## About this task
Count every line below that contains "улица", then state the total with no other output.

*** Source material Section Begins ***

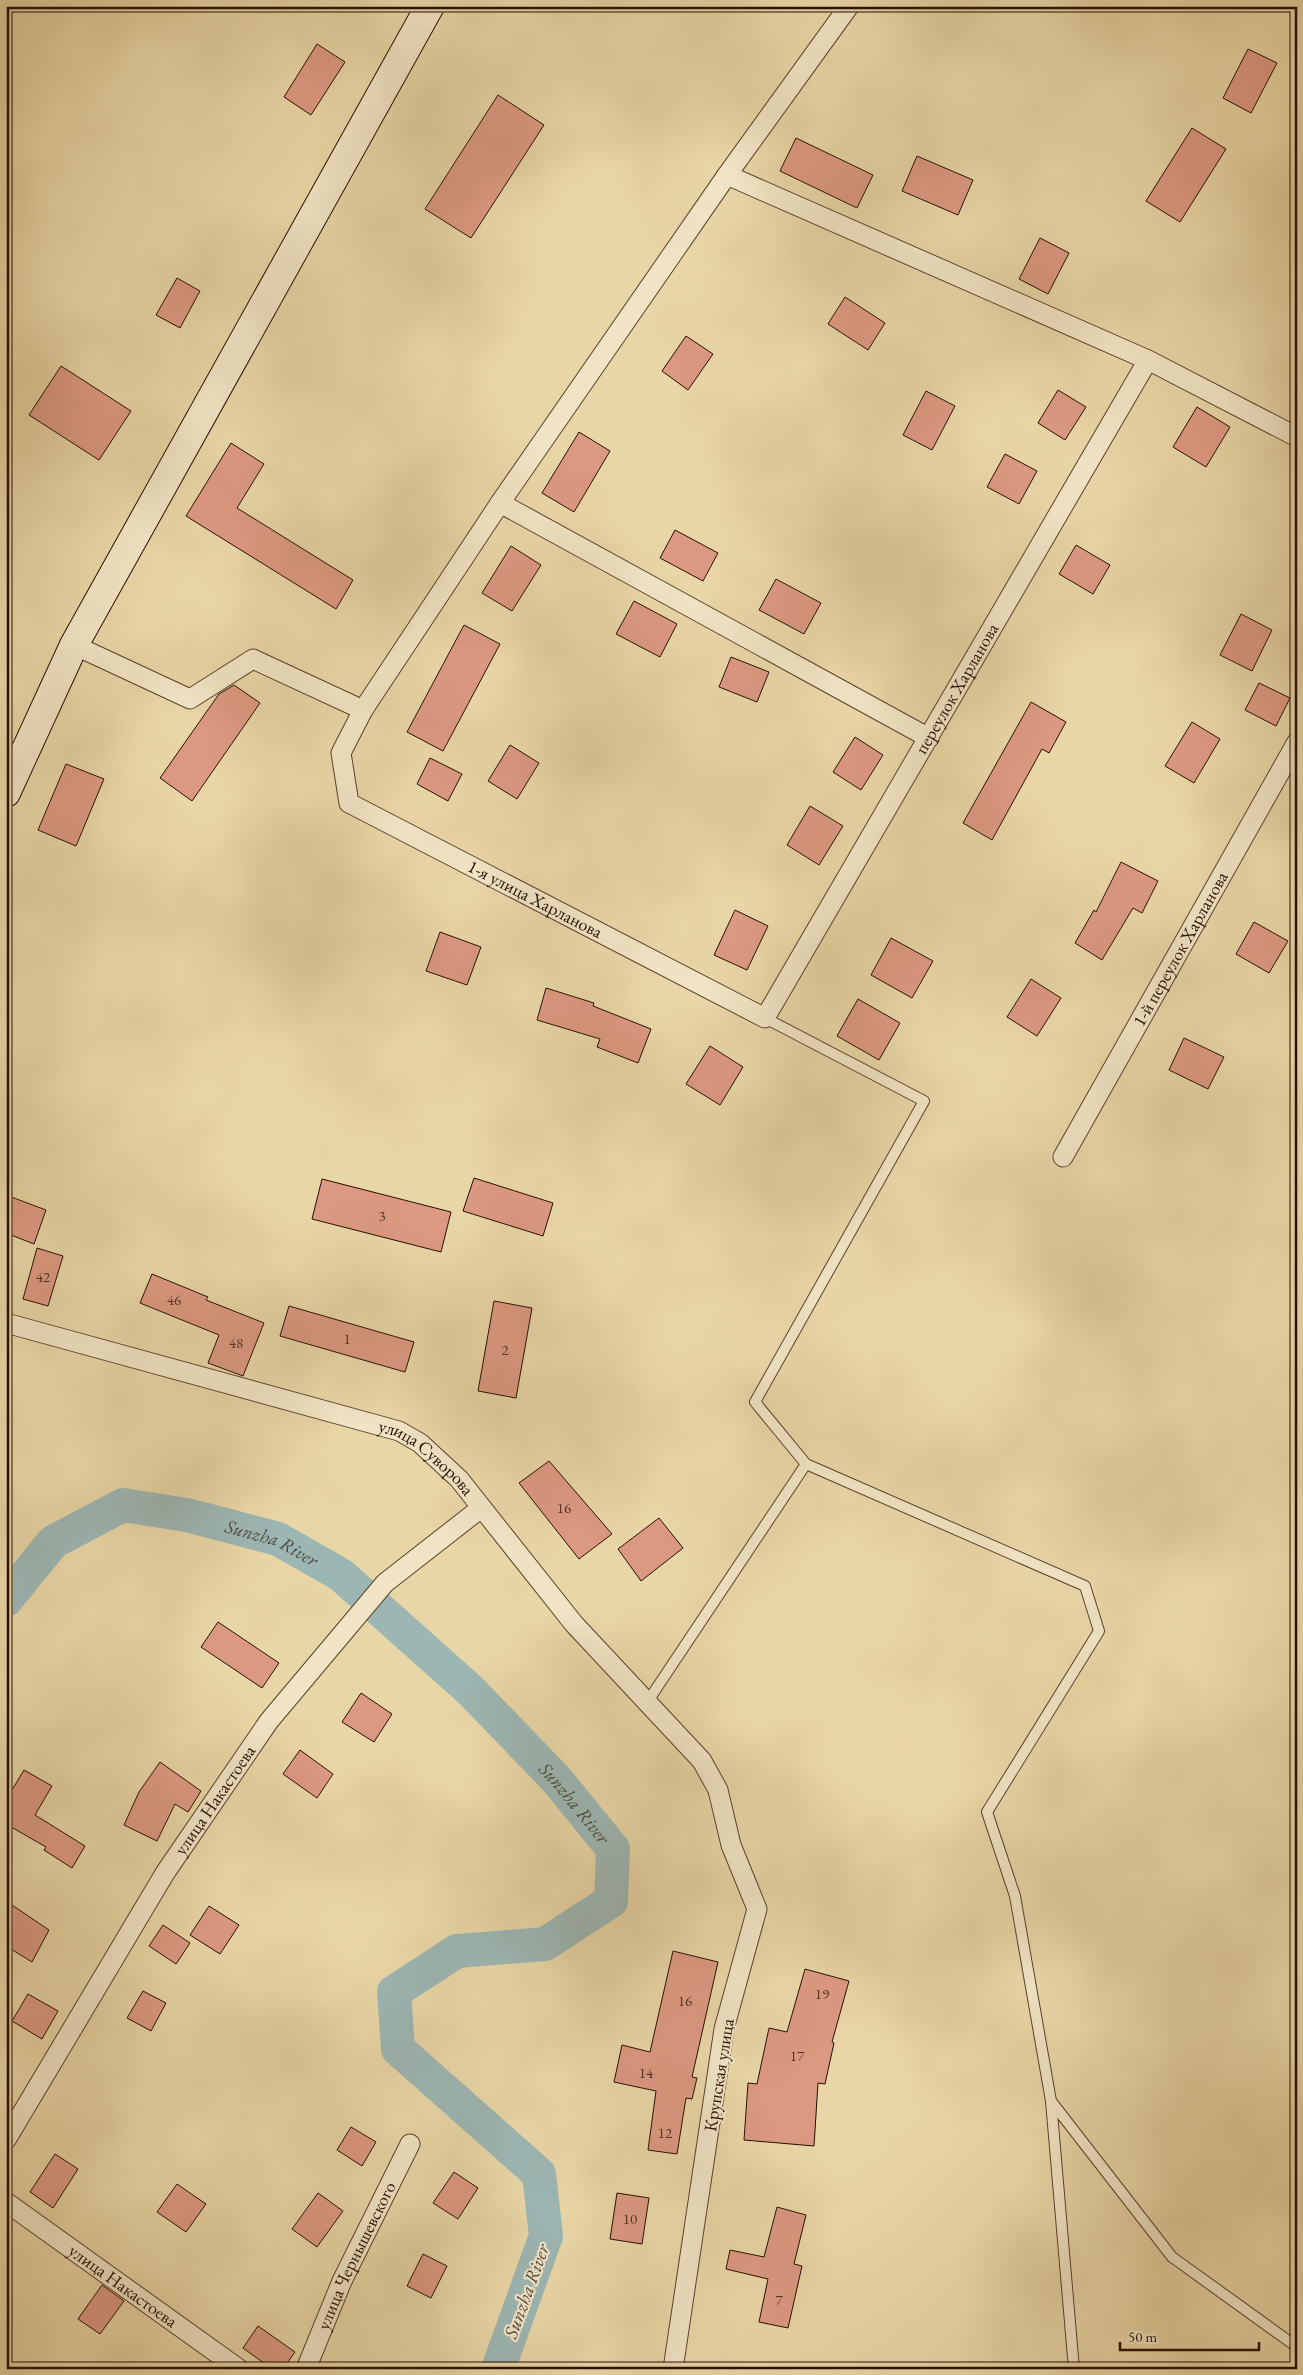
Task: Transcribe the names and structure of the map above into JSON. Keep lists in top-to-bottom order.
{
  "streets": {
    "street": [
      "переулок Харланова",
      "1-я улица Харланова",
      "1-й переулок Харланова",
      "улица Суворова",
      "улица Накастоева",
      "Крупская улица",
      "улица Чернышевского"
    ]
  },
  "crossings": [
    ["переулок Харланова", "1-я улица Харланова"],
    ["улица Суворова", "улица Накастоева"],
    ["улица Суворова", "Крупская улица"]
  ],
  "water": ["Sunzha River"],
  "house_numbers": [
    "3",
    "42",
    "46",
    "1",
    "48",
    "2",
    "16",
    "19",
    "16",
    "17",
    "14",
    "12",
    "10",
    "7"
  ],
  "scale_bar": "50 m"
}
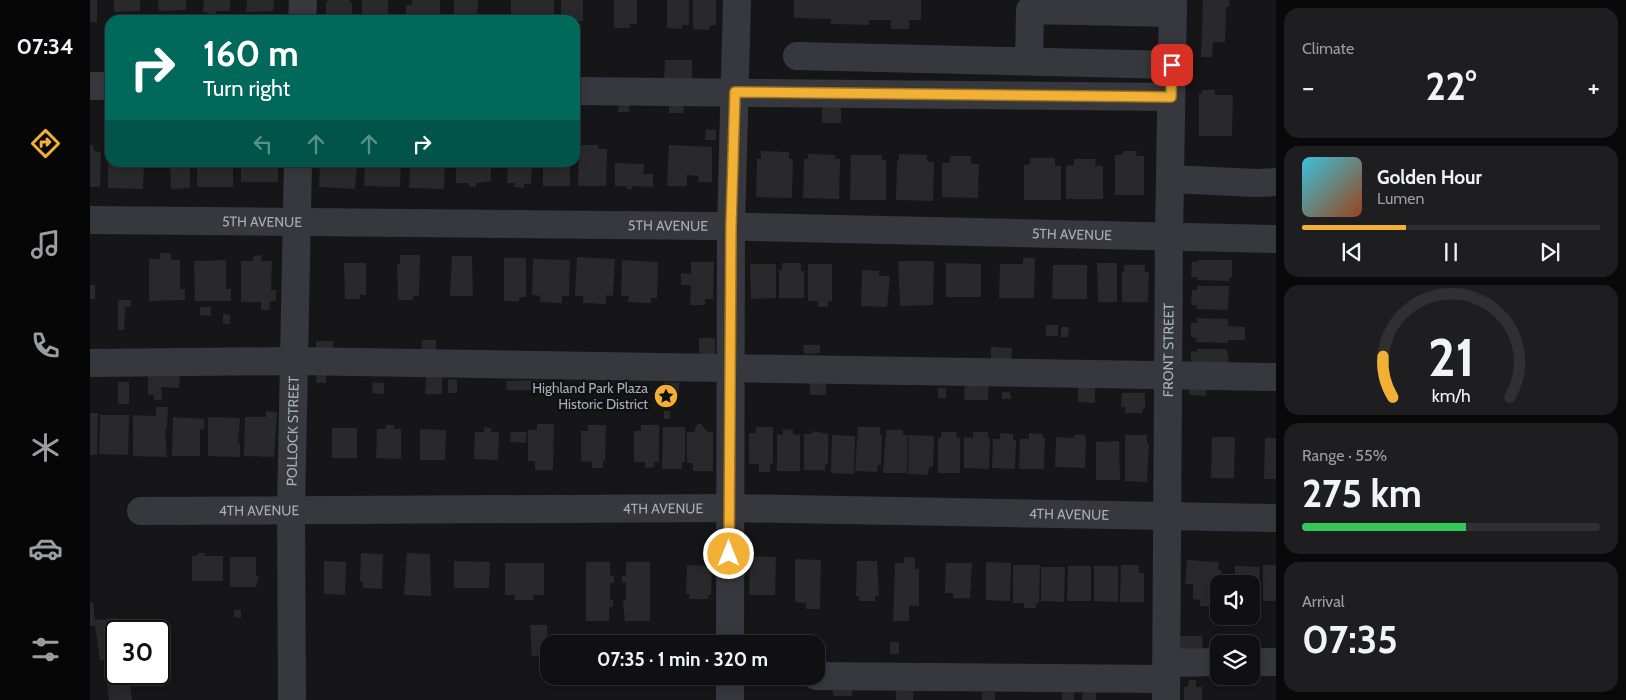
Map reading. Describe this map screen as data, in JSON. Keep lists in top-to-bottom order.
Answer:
{
  "streets": {
    "street": [
      "5TH AVENUE",
      "FRONT STREET",
      "POLLOCK STREET",
      "4TH AVENUE"
    ]
  },
  "crossings": [
    ["5TH AVENUE", "FRONT STREET"],
    ["5TH AVENUE", "POLLOCK STREET"],
    ["FRONT STREET", "4TH AVENUE"],
    ["POLLOCK STREET", "4TH AVENUE"]
  ],
  "places": {
    "place": ["Highland Park Plaza Historic District"]
  },
  "page": {
    "tabs": "07:34",
    "tile": [
      "Climate",
      ["Range · 55%", "275 km"],
      ["Arrival", "07:35"]
    ],
    "turn": ["160 m", "Turn right"],
    "heat": ["−", "22°", "+"],
    "song": ["Golden Hour", "Lumen"],
    "limit": "30",
    "trip": "07:35 · 1 min · 320 m",
    "gauge": ["21", "km/h"]
  }
}
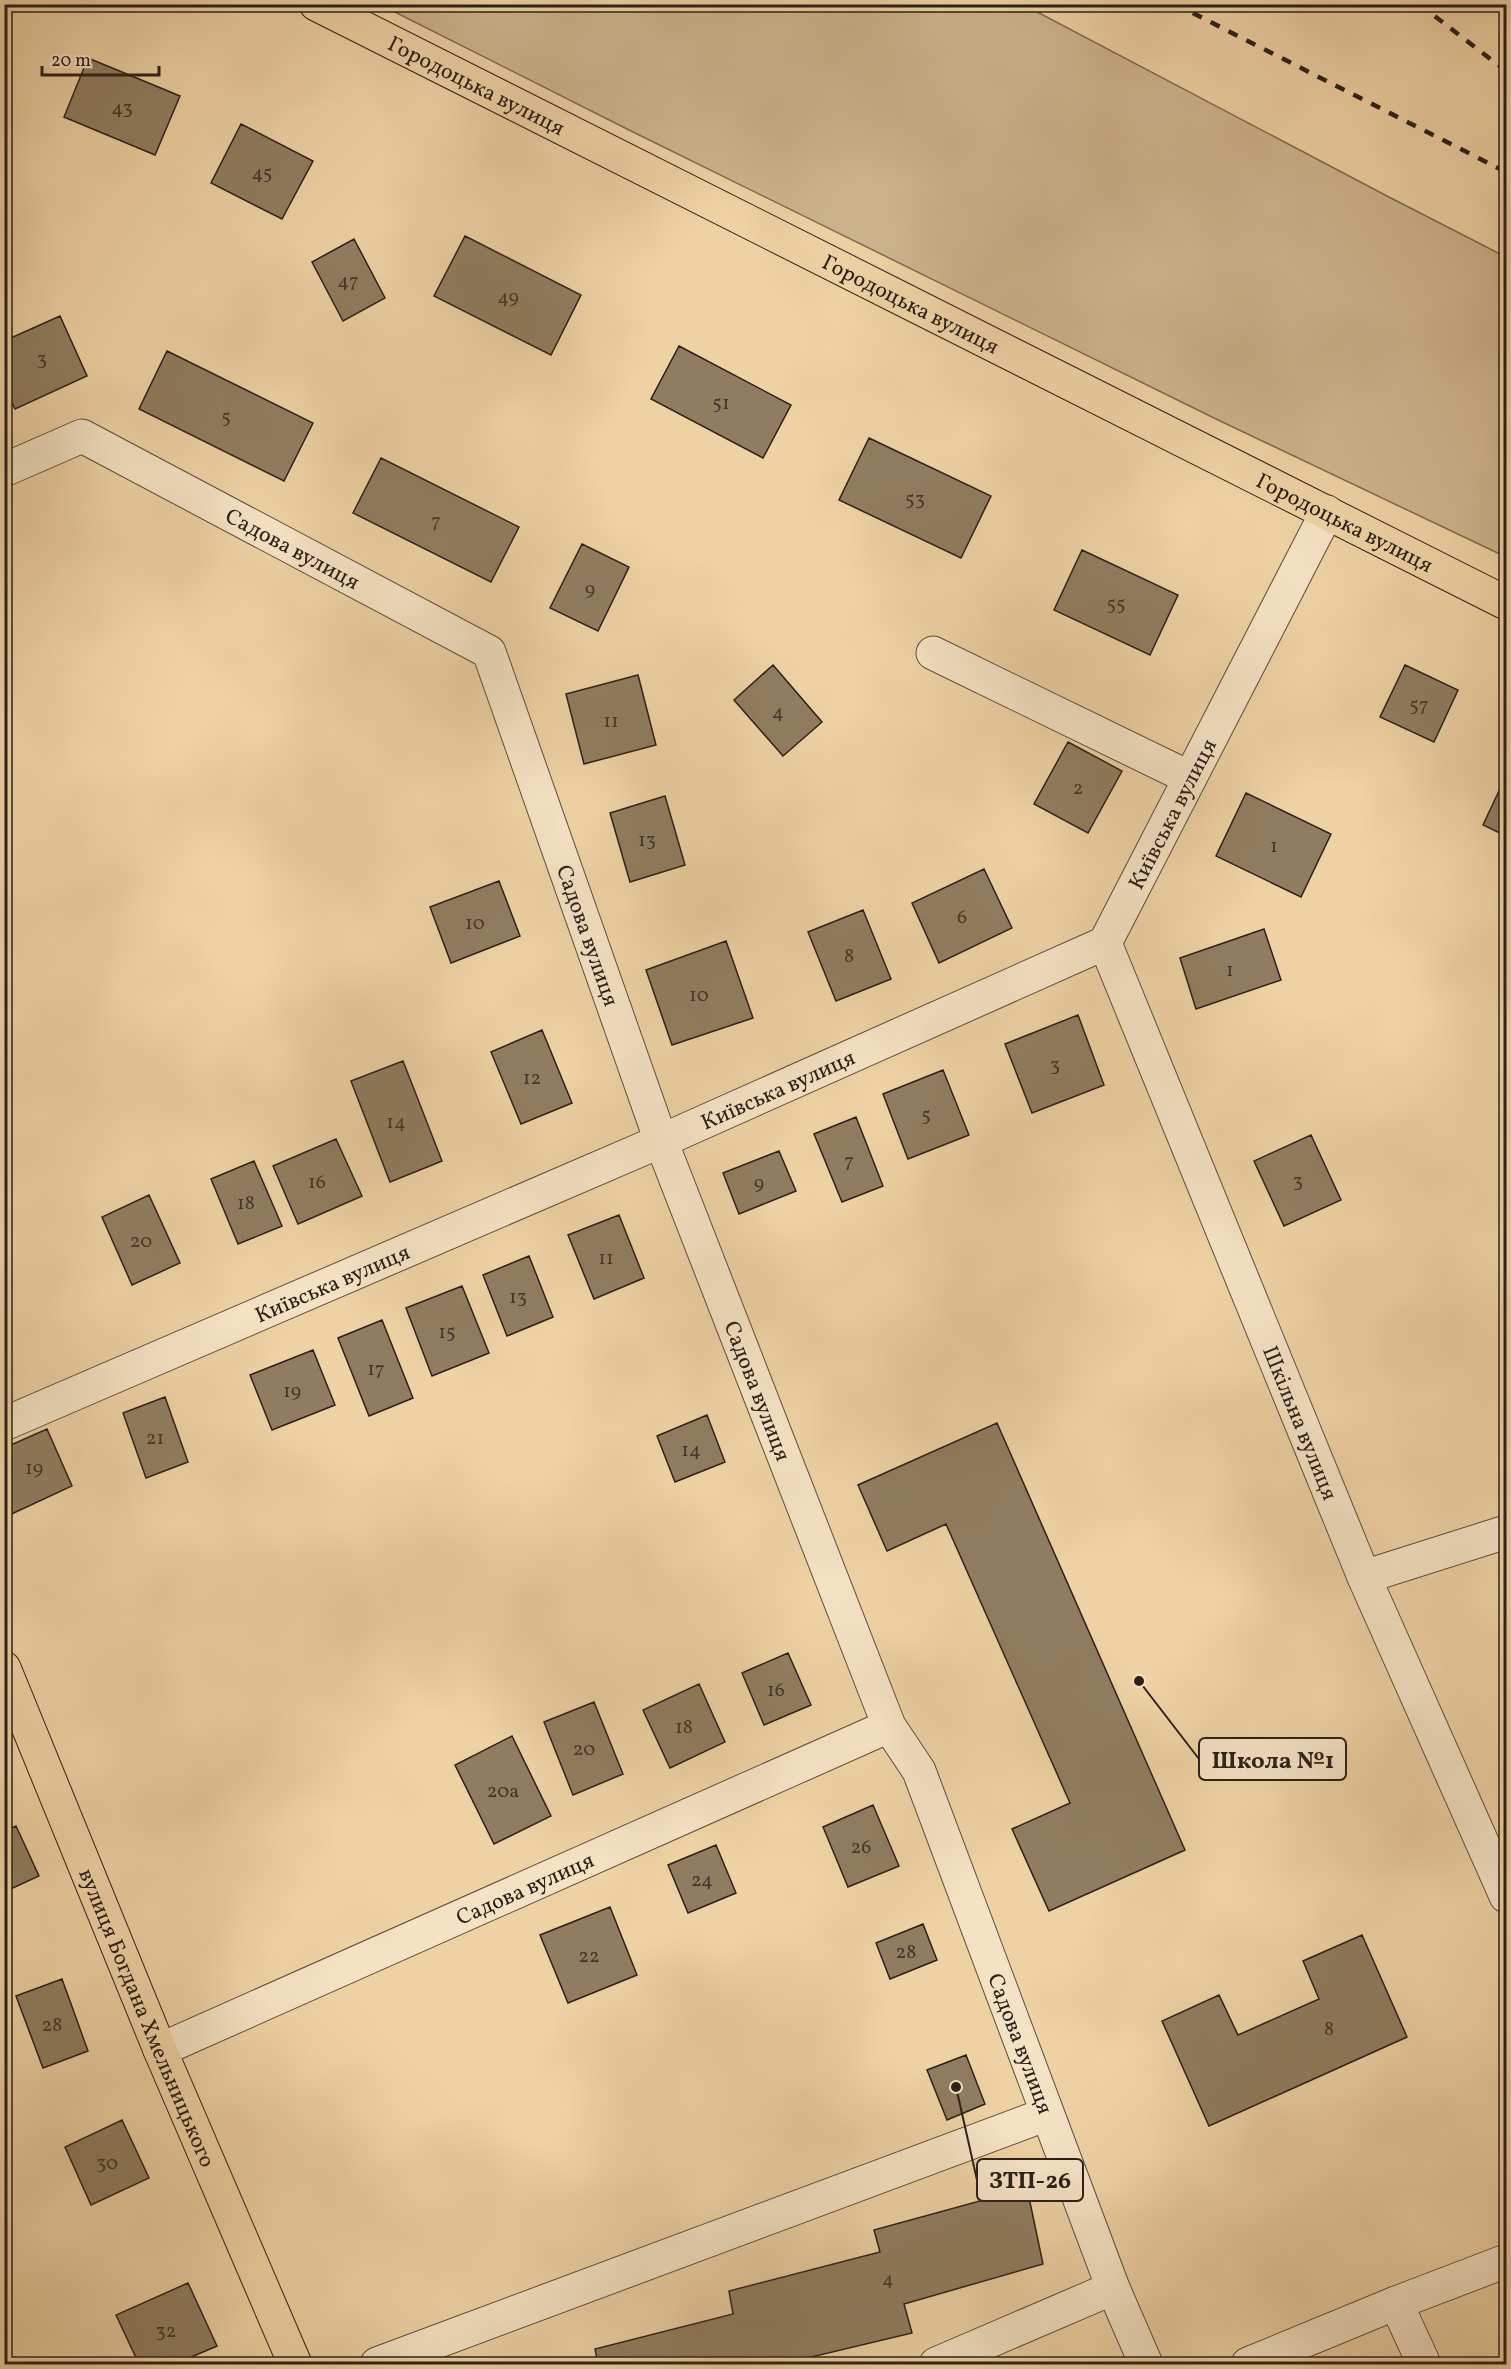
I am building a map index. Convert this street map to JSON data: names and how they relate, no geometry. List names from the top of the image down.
{
  "streets": {
    "main road": ["Городоцька вулиця", "вулиця Богдана Хмельницького"],
    "street": ["Садова вулиця", "Київська вулиця", "Шкільна вулиця"]
  },
  "crossings": [
    ["Городоцька вулиця", "Київська вулиця"],
    ["Садова вулиця", "Київська вулиця"],
    ["Садова вулиця", "вулиця Богдана Хмельницького"],
    ["Київська вулиця", "Шкільна вулиця"]
  ],
  "places": ["Школа №1", "ЗТП-26"],
  "house_numbers": [
    "43",
    "45",
    "47",
    "49",
    "3",
    "51",
    "5",
    "53",
    "7",
    "9",
    "55",
    "57",
    "4",
    "11",
    "2",
    "13",
    "1",
    "6",
    "10",
    "8",
    "1",
    "10",
    "3",
    "12",
    "5",
    "14",
    "7",
    "3",
    "16",
    "9",
    "18",
    "20",
    "11",
    "13",
    "15",
    "17",
    "19",
    "21",
    "14",
    "19",
    "16",
    "18",
    "20",
    "20а",
    "26",
    "24",
    "28",
    "22",
    "28",
    "8",
    "30",
    "4",
    "32"
  ],
  "scale_bar": "20 m"
}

*** Source material Section Ends ***

## Finished task
8